## TASK MATERIAL

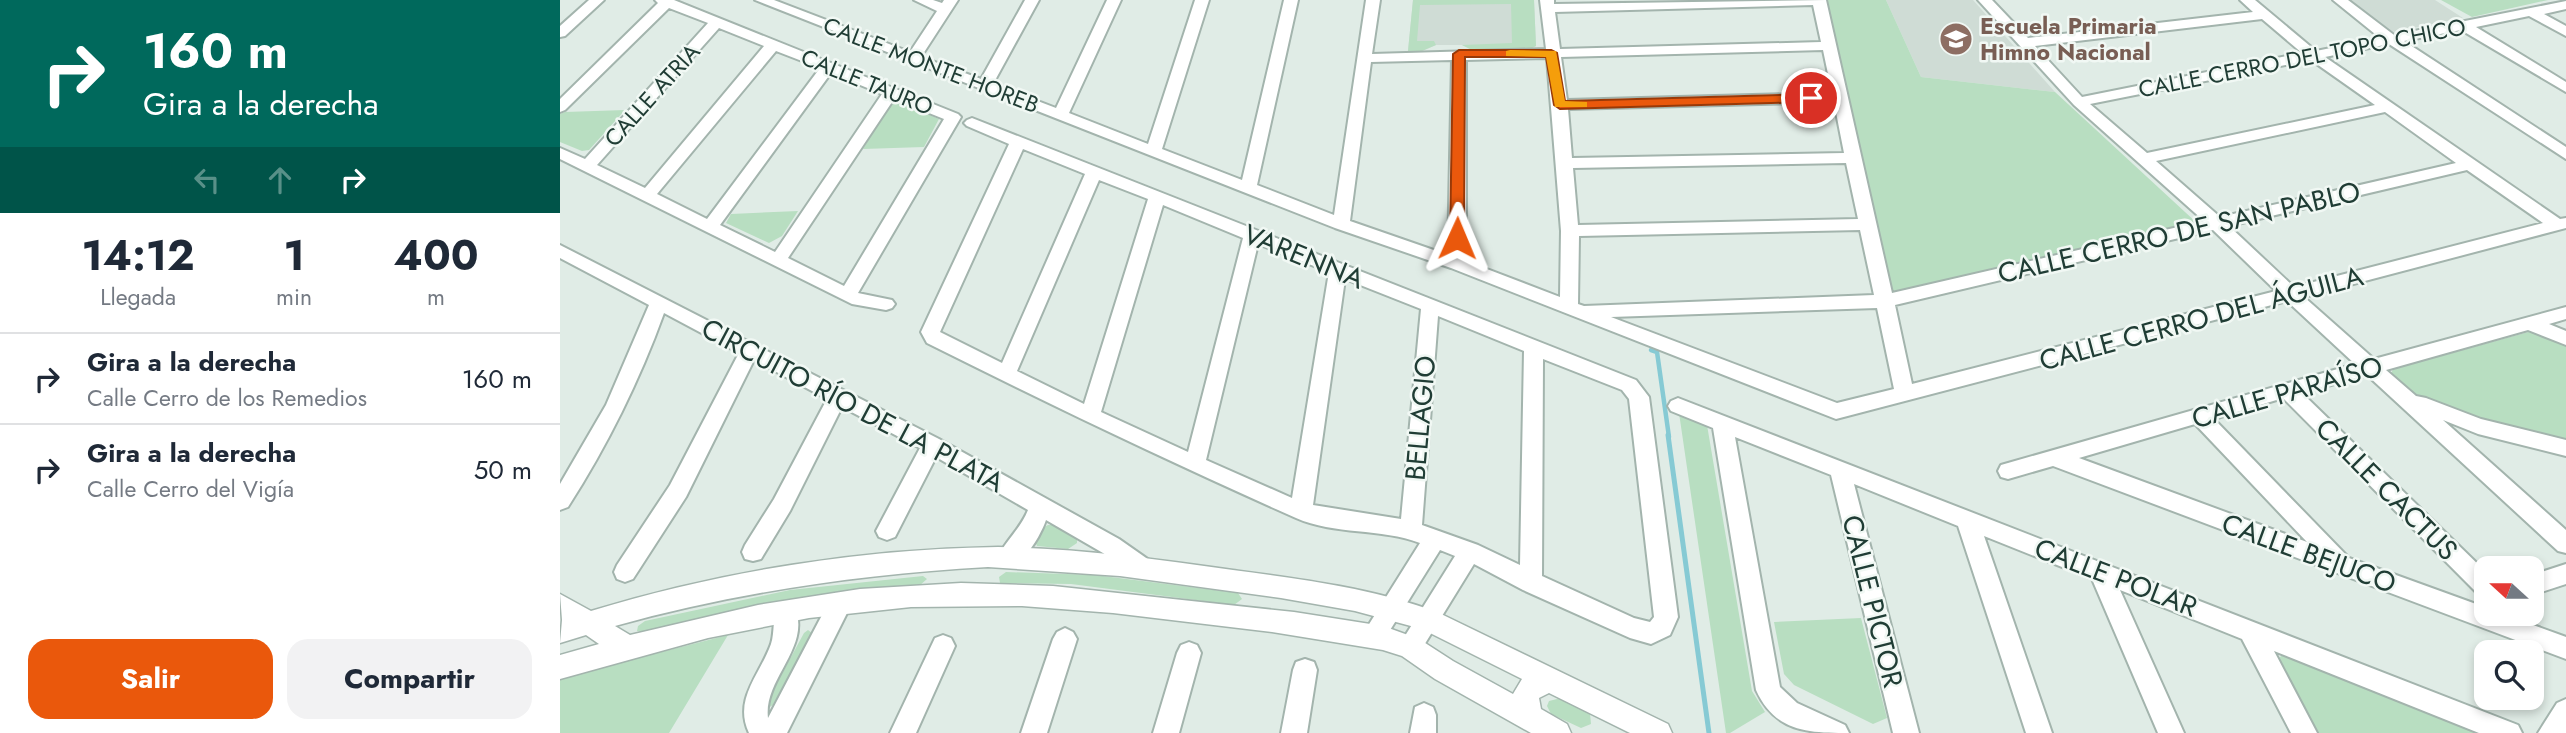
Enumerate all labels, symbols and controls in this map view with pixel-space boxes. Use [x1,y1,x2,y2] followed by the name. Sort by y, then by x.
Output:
[818,8,1044,122] street label: CALLE MONTE HOREB
[1980,9,2157,69] place label: Escuela Primaria Himno Nacional
[2135,10,2469,106] street label: CALLE CERRO DEL TOPO CHICO
[143,16,288,86] text: 160 m
[1937,20,1975,58] school or university icon: Escuela Primaria Himno Nacional
[28,28,119,119] icon: right
[596,35,708,154] street label: CALLE ATRIA
[796,40,938,124] street label: CALLE TAURO
[1781,68,1841,128] pin
[1792,79,1830,117] icon: arrive
[143,81,379,127] text: Gira a la derecha
[188,161,226,199] icon: left
[261,161,299,199] icon: ahead
[334,161,372,199] icon: right
[1994,171,2364,294] street label: CALLE CERRO DE SAN PABLO
[1420,201,1494,275] position arrow
[1237,214,1371,299] street label: VARENNA
[81,225,195,286] text: 14:12
[283,225,305,286] text: 1
[394,225,479,286] text: 400
[2035,255,2368,381] street label: CALLE CERRO DEL ÁGUILA
[100,280,176,314] text: Llegada
[276,280,312,314] text: min
[427,280,445,314] text: m
[694,308,1012,503] street label: CIRCUITO RÍO DE LA PLATA
[87,343,296,381] text: Gira a la derecha
[2187,346,2387,439] street label: CALLE PARAÍSO
[1395,354,1446,482] street label: BELLAGIO
[28,360,66,398] icon: right
[462,360,532,398] text: 160 m
[87,381,367,415] text: Calle Cerro de los Remedios
[2306,409,2467,570] street label: CALLE CACTUS
[87,434,296,472] text: Gira a la derecha
[28,451,66,489] icon: right
[474,451,532,489] text: 50 m
[87,472,294,506] text: Calle Cerro del Vigía
[2216,503,2402,604] street label: CALLE BEJUCO
[1831,511,1914,692] street label: CALLE PICTOR
[2029,528,2203,627] street label: CALLE POLAR
[2474,556,2544,626] north arrow
[2474,556,2544,710] map controls
[28,639,273,719] button: Salir
[287,639,532,719] button: Compartir
[2474,640,2544,710] button: search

## DESCRIPTION OF THE TASK
An exact reproduction of the data is needed, with no pictures included.

## EXERCISE SOLUTION
Enumerate all labels, symbols and controls in this map view with pixel-space boxes. Use [x1,y1,x2,y2] followed by the name. Sort by y, then by x.
Output:
[818,8,1044,122] street label: CALLE MONTE HOREB
[1980,9,2157,69] place label: Escuela Primaria Himno Nacional
[2135,10,2469,106] street label: CALLE CERRO DEL TOPO CHICO
[143,16,288,86] text: 160 m
[1937,20,1975,58] school or university icon: Escuela Primaria Himno Nacional
[28,28,119,119] icon: right
[596,35,708,154] street label: CALLE ATRIA
[796,40,938,124] street label: CALLE TAURO
[1781,68,1841,128] pin
[1792,79,1830,117] icon: arrive
[143,81,379,127] text: Gira a la derecha
[188,161,226,199] icon: left
[261,161,299,199] icon: ahead
[334,161,372,199] icon: right
[1994,171,2364,294] street label: CALLE CERRO DE SAN PABLO
[1420,201,1494,275] position arrow
[1237,214,1371,299] street label: VARENNA
[81,225,195,286] text: 14:12
[283,225,305,286] text: 1
[394,225,479,286] text: 400
[2035,255,2368,381] street label: CALLE CERRO DEL ÁGUILA
[100,280,176,314] text: Llegada
[276,280,312,314] text: min
[427,280,445,314] text: m
[694,308,1012,503] street label: CIRCUITO RÍO DE LA PLATA
[87,343,296,381] text: Gira a la derecha
[2187,346,2387,439] street label: CALLE PARAÍSO
[1395,354,1446,482] street label: BELLAGIO
[28,360,66,398] icon: right
[462,360,532,398] text: 160 m
[87,381,367,415] text: Calle Cerro de los Remedios
[2306,409,2467,570] street label: CALLE CACTUS
[87,434,296,472] text: Gira a la derecha
[28,451,66,489] icon: right
[474,451,532,489] text: 50 m
[87,472,294,506] text: Calle Cerro del Vigía
[2216,503,2402,604] street label: CALLE BEJUCO
[1831,511,1914,692] street label: CALLE PICTOR
[2029,528,2203,627] street label: CALLE POLAR
[2474,556,2544,626] north arrow
[2474,556,2544,710] map controls
[28,639,273,719] button: Salir
[287,639,532,719] button: Compartir
[2474,640,2544,710] button: search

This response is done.